Po II wojnie światowej Polska straciła znaczną część swoich terytoriów na wschodzie, obejmujących obszary za tzw. linią Curzona. Związek Sowiecki przywłaszczył sobie niemal 180 tysięcy km², co stanowiło około 48% terytorium II Rzeczypospolitej. W zamian, nasz kraj zyskał tereny nadodrzańskie oraz Prusy Wschodnie, co dało łącznie nieco ponad 100 tysięcy km². Proces ten został formalnie zatwierdzony w traktacie z 16 sierpnia 1945 roku, podpisanym między ZSRR a komunistycznymi władzami polskimi reprezentującymi PKWN.
Kolejna propozycja wymiany terytoriów
Nie był to jednak koniec traktatowych napięć w relacjach polsko-sowieckich. W 1951 roku ZSRR dokonał wymiany terytorialnej, której skutkiem było przejęcie przez Sowiecziw tzw. kolana Bugu, w tym miast Bełz i Sokal. Stalin uzasadnił to odkryciem bogatych złóż węgla w tym regionie, w zamian za co Polska otrzymała tylko jałową ziemię w zamku leskim. Gdyby nie śmierć Stalina, dalsze przetasowania granic mogłyby zajść już rok później.
Chciwość Stalina
Według dokumentów przechowywanych w Archiwum Akt Nowych, Związek Sowiecki zwrócił się do Polskiej Rzeczpospolitej Ludowej z propozycją kolejnej wymiany.
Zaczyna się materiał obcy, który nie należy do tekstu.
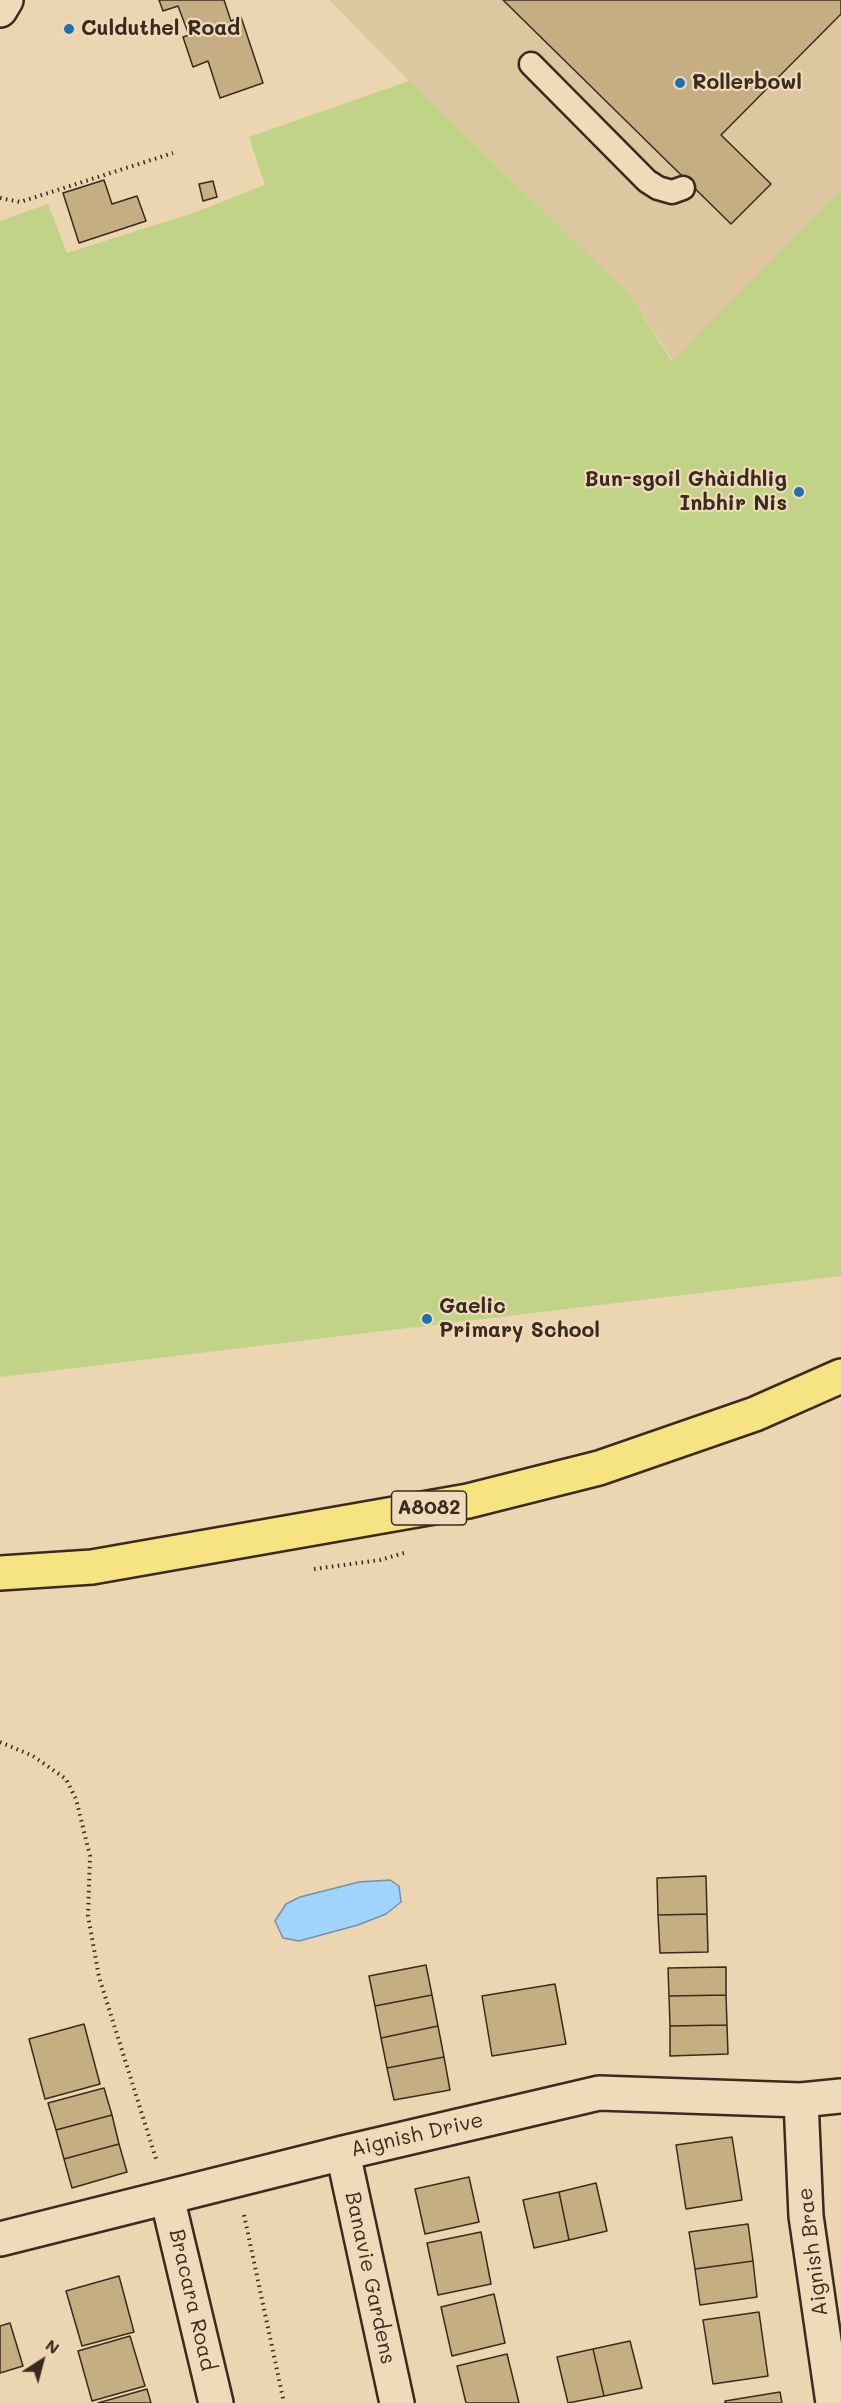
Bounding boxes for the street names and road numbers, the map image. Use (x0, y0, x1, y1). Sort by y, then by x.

Tym razem na celowniku znajdowały się tereny wokół Hrubieszowa. ZSRR pragnął uzyskać tę miejscowość i okoliczne tereny w zamian za obszar o podobnej powierzchni przylegający do terytoriów uzyskanych w 1951 roku, w tym miejscowości Dobromil i Chyrów. Już w 1945 roku polscy komuniści starali się o włączenie Chyrowa do Polski, mając na celu przejęcie kluczowego węzła kolejowego. Sowieci jednak nie zgodzili się na takie poprawki w linii Curzona, co doprowadziło do absurdalnych sytuacji granicznych.
Rysunek nowej granicy
Jeżeli granica zaproponowana na przełomie 1952 roku weszłaby w życie, południowy bieg zaczynałby się na Bugu, prowadząc przez miejscowości takie jak Horodło i Turkowice. Oddano by wówczas większość powiatu hrubieszowskiego i wschodnią część powiatu tomaszowskiego, co łącznie dałoby około 1300 km². Z kolei po polskiej stronie pozostałyby miejscowości takie jak Annopol czy Werbkowice. Jak zauważa historyk Jacek Tebinka, ZSRR miał wówczas ambitne plany na pozyskanie nowych terenów ze względu na przypuszczenia o dalszym występowaniu złóż węgla.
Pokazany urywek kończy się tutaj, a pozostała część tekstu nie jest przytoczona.